"Seegrid will be due for a migration to confluence on the 1st of August. Any update on or after the 1st of August will NOT be migrated"

SEEgrid Roadmap - Enterprise Viewpoint



Review of Business Drivers

This section reviews some of the core business drivers that impact on the architecture of a SEEGrid.

Economic factors

GRID computing and SDI share a common rationale - more opportunity and less cost. The key to this is the "commodification of access arrangements" - i.e. the establishment of a regime (aka a DataGrid) where access arrangements to resources (data, computing, network) is agreed beforehand and thus workflows can be established by either users (or programmers), without the typical overhead involving specialist skills and mandates such as accountants, business development, lawyers, policy development, etc.

A comparison of the "*Total Cost of Business Outcome*" [I made that up but we do need a good buzzword to sheet the concept home] between the SEEGrid concept and typical current practices can be made by fully accounting for all the activities required to deliver an information product, with and without a DataGrid. TCBO estimate example to be developed by TimMackey + PaulTreloar ??

The purpose of including this comparison within the SEEGrid Roadmap is to highlight the nature of real world interoperability considerations and ensure that all aspects are within addressed the scope of the governance framework and architecture.

External Influences

In addition to technology and standards bodies, and the direct influences of relevant policy frameworks, the SEEGrid framework must provide for effective collaboration with other significant drivers within its subject domain and technical environment.

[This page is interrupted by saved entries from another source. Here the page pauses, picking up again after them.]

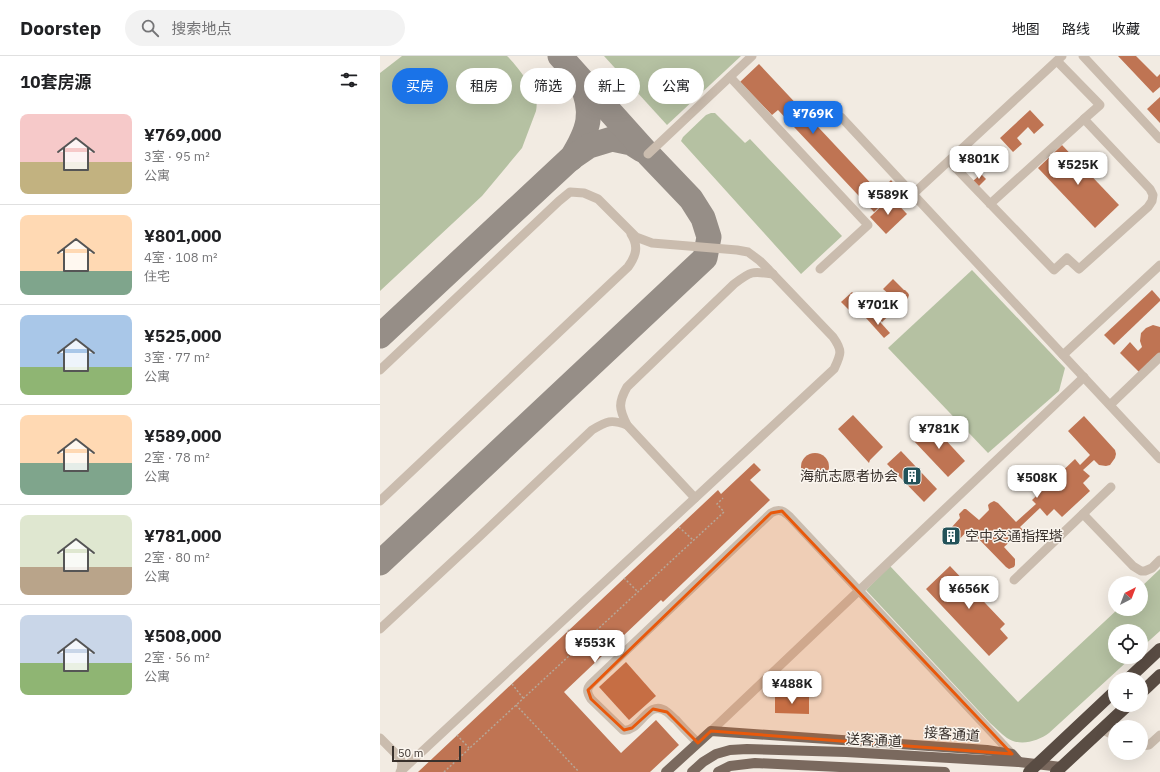 <!DOCTYPE html>
<html lang="zh">
<head>
<meta charset="utf-8">
<style>
  :root { --surface:#fff; --page:#f2f2f2; --text:#202124; --muted:#757577; --line:#e0e0e0; --accent:#1a73e8 }
  body { margin:0; font-family:"IBM Plex Sans","Noto Sans SC",sans-serif; background:var(--page); color:var(--text); height:100vh; display:flex; flex-direction:column; font-size:15px; white-space:nowrap }
  * { box-sizing:border-box; margin:0 }
  p { font-size:13px; color:var(--muted) }
  .icon { flex:none; width:22px; height:22px; fill:none; stroke:currentColor; stroke-width:2; stroke-linecap:round; stroke-linejoin:round }
  .map { position:relative; flex:1; overflow:hidden }
  .side { display:flex; flex-direction:column; background:var(--surface); width:380px }
  .side>* { flex:none }
  .hud { position:absolute; left:12px; top:12px; width:380px; height:36px; display:flex; gap:8px }
  .needle { width:26px; rotate:42deg }
  .fabs { position:absolute; left:728px; top:520px; display:grid; gap:8px }
  .fabs a { display:grid; place-items:center; width:40px; height:40px; border-radius:50%; background:var(--surface); box-shadow:0 4px 16px #0002; font-size:20px }
  .scale { position:absolute; left:12px; bottom:10px; width:69px; box-sizing:border-box; padding-left:4px; border:2px solid #39312c; border-top:0; font-size:11px; line-height:14px; white-space:nowrap; color:#39312c; -webkit-text-stroke:3px #faf5ee; paint-order:stroke }
  .price { position:absolute; translate:-50% -34px; padding:0 9px; border-radius:8px; background:#fff; color:#222; font-size:13px; line-height:26px; filter:drop-shadow(0 1px 2px #0008) }
  .price::after { content:''; position:absolute; left:50%; top:24px; width:12px; height:9px; margin-left:-6px; background:inherit; clip-path:polygon(0 0,100% 0,50% 100%) }
  .price.active { background:var(--accent); color:#fff }
  ul { padding:0; list-style:none }
  li { display:flex; align-items:center; gap:12px; height:100px; padding:0 20px }
  li+li { border-top:1px solid var(--line) }
  li span { display:grid; place-items:center; flex:none; width:112px; height:80px; border-radius:8px; color:#555 }
  li>.icon { margin-inline-start:auto }
  span .icon { width:48px; height:48px; fill:#fffc; stroke-width:1 }
  li b { font-size:17px }
  h2 { display:flex; justify-content:space-between; align-items:center; height:48px; padding:0 20px; font-size:17px }
  .chip { padding:0 14px; border-radius:18px; background:var(--surface); box-shadow:0 4px 16px #0002; font-size:14px; line-height:36px }
  .chip.active { background:var(--accent); color:#fff }
  header { display:flex; align-items:center; gap:24px; box-sizing:border-box; height:56px; padding:0 20px; background:var(--surface); border-bottom:1px solid var(--line) }
  header strong { font-size:19px }
  nav { display:flex; gap:22px; margin-inline-start:auto; font-size:14px }
  .search { width:280px; height:36px; background:var(--page); display:flex; align-items:center; gap:10px; box-sizing:border-box; padding:0 14px; border-radius:22px; color:var(--muted); font-size:15px }
  main { display:flex; flex:1; min-height:0 }
  .map>svg:first-child { display:block }
</style>
</head>
<body>
<header>
<strong>Doorstep</strong>
<div class="search"><svg class="icon" aria-label="search" viewBox="0 0 24 24"><circle cx="10" cy="10" r="6"/><path d="M15 15l6 6"/></svg>搜索地点</div>
<nav><a>地图</a><a>路线</a><a>收藏</a></nav>
</header>
<main>
<section class="side">
<h2>10套房源<svg class="icon" aria-label="filters" viewBox="0 0 24 24"><path d="M4 7h16M4 17h16"/><circle cx="9" cy="7" r="2"/><circle cx="15" cy="17" r="2"/></svg></h2>
<ul>
<li><span style="background:linear-gradient(#f6c9c9 60%,#c2b280 0)"><svg class="icon" aria-label="home" viewBox="0 0 24 24"><path d="M3 11l9-7 9 7M6 9v11h12V9"/></svg></span><div><b>¥769,000</b><p>3室 · 95 m²</p><p>公寓</p></div></li>
<li><span style="background:linear-gradient(#ffd9b3 70%,#7fa58c 0)"><svg class="icon" aria-label="home" viewBox="0 0 24 24"><path d="M3 11l9-7 9 7M6 9v11h12V9"/></svg></span><div><b>¥801,000</b><p>4室 · 108 m²</p><p>住宅</p></div></li>
<li><span style="background:linear-gradient(#a9c7e8 65%,#8fb573 0)"><svg class="icon" aria-label="home" viewBox="0 0 24 24"><path d="M3 11l9-7 9 7M6 9v11h12V9"/></svg></span><div><b>¥525,000</b><p>3室 · 77 m²</p><p>公寓</p></div></li>
<li><span style="background:linear-gradient(#ffd9b3 60%,#7fa58c 0)"><svg class="icon" aria-label="home" viewBox="0 0 24 24"><path d="M3 11l9-7 9 7M6 9v11h12V9"/></svg></span><div><b>¥589,000</b><p>2室 · 78 m²</p><p>公寓</p></div></li>
<li><span style="background:linear-gradient(#dfe7d0 65%,#b9a48a 0)"><svg class="icon" aria-label="home" viewBox="0 0 24 24"><path d="M3 11l9-7 9 7M6 9v11h12V9"/></svg></span><div><b>¥781,000</b><p>2室 · 80 m²</p><p>公寓</p></div></li>
<li><span style="background:linear-gradient(#c9d6e8 60%,#8fb573 0)"><svg class="icon" aria-label="home" viewBox="0 0 24 24"><path d="M3 11l9-7 9 7M6 9v11h12V9"/></svg></span><div><b>¥508,000</b><p>2室 · 56 m²</p><p>公寓</p></div></li>
</ul>
</section>
<div class="map">
<svg width="780" height="716" viewBox="0 0 780 716">
  <rect width="100%" height="100%" fill="#f2ebe2"/>
  <g fill="#b5c1a2">
    <path d="M22 0H127C134 6 153 31 155 39 157 45 157 50 156 55L142 92 102 140 0 235V17Z"/>
    <path d="M224 0H361L287 69Z"/>
    <path d="M331 57H335L365 87 370 83 462 180 421 218 301 85 303 81 326 59Z"/>
    <path d="M592 214 685 312 679 335 608 397 508 292Z"/>
    <path d="M510 510 638 646 738 553H761V531L780 513V575L761 592V575H735V601H752L669 677C658 685 640 691 627 682 621 678 615 671 610 667L486 534Z"/>
  </g>
  <g fill="none" stroke-linecap="round" stroke-linejoin="round">
    <g stroke="#968e87" stroke-width="25">
      <path d="M191 103C209 74 215 57 200 24"/>
      <path d="M0 280 190 103 209 90 232 83 251 87 262 94"/>
      <path d="M0 507 325 202 329 181 323 162 311 143 268 98 180 0"/>
    </g>
  </g>
  <g fill="#bf7453">
    <path d="M738 0H756L777 21 780 18V31L773 37Z"/>
    <path d="M379 8 499 136 511 124 516 130 505 140 508 142 494 156 398 54 392 59 360 26Z"/>
    <path d="M780 41V67L767 53Z"/>
    <path d="M650 54 664 69 654 78 648 71 637 82 642 88 633 96 620 82Z"/>
    <path d="M682 89 739 149 715 172 658 112Z"/>
    <path d="M601 118 606 123 598 131 593 125Z"/>
    <path d="M511 141 527 158 506 178 490 161Z"/>
    <path d="M513 223 524 234H525L528 237 529 239 528 242 502 266 493 256 511 240 503 233Z"/>
    <path d="M772 234 780 243V245L734 289 724 279Z"/>
    <path d="M472 236 487 252 477 262 461 246Z"/>
    <path d="M492 257 510 277 504 282 486 262Z"/>
    <path d="M773 269 780 271V297L760 317 740 297 750 286 758 295 762 291 760 285 761 277 766 272Z"/>
    <path d="M473 359 503 391 490 404 489 407 458 373Z"/>
    <path d="M704 360 735 394 736 398 735 402 730 409 726 410 719 409 714 404 703 414 710 420 703 427 710 435 682 461 674 453 667 460 660 452 640 471 648 479 646 485 642 487 640 486 635 481 624 491 635 503V509L634 511 629 513 626 511 589 473 575 488 570 489 565 486 563 481 564 476 566 474 571 472 580 462 579 458 584 453H586L599 464 609 454 608 449 610 447 614 445 618 447 636 466 656 448 652 444 695 403 700 409 710 399 688 375Z"/>
    <path d="M550 367 585 405 568 421 533 384Z"/>
    <path d="M521 395 557 433 544 446 507 408Z"/>
    <circle cx="435" cy="411" r="14"/>
    <path d="M374 407 381 414 370 424 390 444 283 546 281 544 184 636 241 697 276 664 299 689 270 716H38L338 434 341 438Z"/>
    <path d="M570 510 625 568 620 573 628 582 609 600 546 533Z"/>
    <path d="M246 606 276 640 249 664 219 631Z"/>
    <path d="M395 640 429 641V658L395 657Z"/>
  </g>
  <g fill="none" stroke-linecap="round" stroke-linejoin="round">
    <g stroke="#b6a798" stroke-width="1.5" stroke-dasharray="2 2" stroke-linecap="butt">
      <path d="M299 471 313 484"/>
      <path d="M244 522 258 536"/>
      <path d="M188 574 202 588"/>
      <path d="M132 628 143 642"/>
      <path d="M136 649 199 716"/>
      <path d="M77 679 89 692"/>
      <path d="M64 716 344 456 337 448 343 442"/>
    </g>
    <g stroke="#cabcae" stroke-width="9">
      <path d="M703 0 780 83"/>
      <path d="M677 5 720 49 704 63"/>
      <path d="M350 21 488 169 440 213"/>
      <path d="M461 61 780 403"/>
      <path d="M268 98 372 0"/>
      <path d="M569 105 674 214 687 202 699 213 768 151 772 145 773 139 770 133 704 63 610 148"/>
      <path d="M533 138 682 0"/>
      <path d="M683 299 780 209"/>
      <path d="M0 314 179 145 190 136 204 137 218 143 256 181 272 187 357 194 368 196 380 205 389 214 453 281C463 295 461 298 454 313L20 716"/>
      <path d="M730 349 780 301"/>
      <path d="M315 442 247 369C239 353 238 347 247 331L354 228C371 215 372 215 393 218"/>
      <path d="M0 445 248 211C256 200 259 190 251 178"/>
      <path d="M703 458 753 510 761 515H765L772 512 780 504"/>
      <path d="M634 524 731 431"/>
      <path d="M0 573 99 481 212 374C227 365 231 363 247 369"/>
      <path d="M723 674 735 680"/>
      <path d="M331 675 704 321"/>
      <path d="M0 682 20 702 22 707 21 715"/>
      <path d="M318 687C310 679 303 672 296 664 293 662 290 658 287 656 268 641 260 677 243 674L211 643C207 637 206 633 211 628L391 457C399 452 404 455 410 461L632 698"/>
      <path d="M761 690 769 689 780 679"/>
    </g>
    <g stroke="#7a695e" stroke-width="10">
      <path d="M286 716 331 675 607 694 632 698 639 706"/>
      <path d="M312 716 323 706 336 698 350 694 367 693 466 696 639 706 681 711"/>
      <path d="M338 716 350 710 375 707 565 716"/>
    </g>
    <g stroke="#594c43" stroke-width="12">
      <path d="M748 623 780 593"/>
      <path d="M761 637 780 619"/>
      <path d="M649 716 735 635"/>
      <path d="M676 716 748 649"/>
    </g>
  </g>
  <path fill="#e8590c" fill-opacity="0.2" stroke="#e8590c" stroke-width="3" stroke-linejoin="round" d="M402 455 632 698 331 675 318 687 287 656 273 653 252 672 244 674 211 643 208 634 391 457Z"/>
  <defs>
    <g id="building-square" transform="scale(1)"><rect x="-9" y="-9" width="18" height="18" rx="4" fill="#235259" stroke="#faf5ee"/><path d="M-4-6H4V6H1V3H-1V6H-4ZM-2.5-4.3h1.7v1.8h-1.7ZM.8-4.3h1.7v1.8H.8ZM-2.5-1h1.7V.8h-1.7ZM.8-1h1.7V.8H.8Z" fill="#fff"/></g>
  </defs>
  <g fill-rule="evenodd">
    <use href="#building-square" x="532" y="420"/>
    <use href="#building-square" x="571" y="480"/>
  </g>
  <g text-anchor="middle" dominant-baseline="central" stroke-width="3" stroke-linejoin="round" paint-order="stroke">
    <g font-size="14" fill="#39312c" stroke="#faf5ee" text-anchor="end">
      <text x="518" y="420">海航志愿者协会</text>
      <text x="585" y="480" text-anchor="start">空中交通指挥塔</text>
    </g>
    <g font-size="14" fill="#39312c" stroke="#faf5ee">
      <text transform="translate(572 678) rotate(4)">接客通道</text>
      <text transform="translate(494 684) rotate(3)">送客通道</text>
    </g>
  </g>
</svg>
<div class="fabs">
<a><svg class="needle" viewBox="-14 -14 28 28"><path d="M0-13l5 13h-10z" fill="#e53935"/><path d="M0 13l5-13h-10z" fill="#757577"/></svg></a>
<a><svg class="icon" aria-label="locate" viewBox="0 0 24 24"><circle cx="12" cy="12" r="6"/><path d="M12 2v4M12 18v4M2 12h4M18 12h4"/></svg></a>
<a>+</a>
<a>−</a>
</div>
<div class="scale">50 m</div>
<b class="price active" style="left:433px;top:79px">¥769K</b>
<b class="price" style="left:599px;top:124px">¥801K</b>
<b class="price" style="left:698px;top:130px">¥525K</b>
<b class="price" style="left:508px;top:160px">¥589K</b>
<b class="price" style="left:498px;top:270px">¥701K</b>
<b class="price" style="left:559px;top:394px">¥781K</b>
<b class="price" style="left:657px;top:443px">¥508K</b>
<b class="price" style="left:589px;top:554px">¥656K</b>
<b class="price" style="left:215px;top:608px">¥553K</b>
<b class="price" style="left:412px;top:649px">¥488K</b>
<div class="hud">
<a class="chip active">买房</a>
<a class="chip">租房</a>
<a class="chip">筛选</a>
<a class="chip">新上</a>
<a class="chip">公寓</a>
</div>
</div>
</main>
</body>
</html>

GEON (US) - "A cyberinfrastructure for the geosciences"

The GEON project addresses many of the same issues within a broadly equivalent sector within the US. Much can be gained from closely monitoring its organisational and technical evolution. The approach of the GEON project may not however be directly transferable to the SEEGrid context because the institutional environment is different and the level of resources available are different. The table below provides a comparison of how the GEON approach and SEEGrid requirements match. Of particular interest is the effort to establish common ontologies within the GEON community.

GEON Approach Commonalities with SEEGrid Differences with SEEGrid
Development of common ontologies through stakeholder Deployment of shared ontologies as a interoperability principle
GEON common ontologies as useful resources
Resources required out of scope
SEEGrid domain is broader
Stakeholders will be engaged over time
single vendor GIS technology base (ESRI as industry sponsor) GIS is a relevant technology
ESRI products in use by many stakeholders
traditional GIS not most important technology focus
No resources or mandate to enforce a single vendor deployment
NSF funding Analagous to the AEON community (see below) seen as SEEGrid stakeholders GEON is research oriented (NSF), but with funds to develop infrastructure.

NERC Data Grid (UK)

The NERC Data Grid (NDG) is a UK e-science project to establish a coherent access capability across the data repositories managed by NERC. This activity is particularly significant because:

  • It has a strong focus on custodial arrangements for data
  • It provides a exemplar for the bridge between government and research communities
  • It has undertaken significant research into the practical issues of managing stakeholder access to distributed data sources
  • It has identified that information community semantics and interoperability via Web Services is the next key development, and that a collaboration with SEEGrid is a fruitful way to undertake this exercise

This appears to be nicely complementary to the current project.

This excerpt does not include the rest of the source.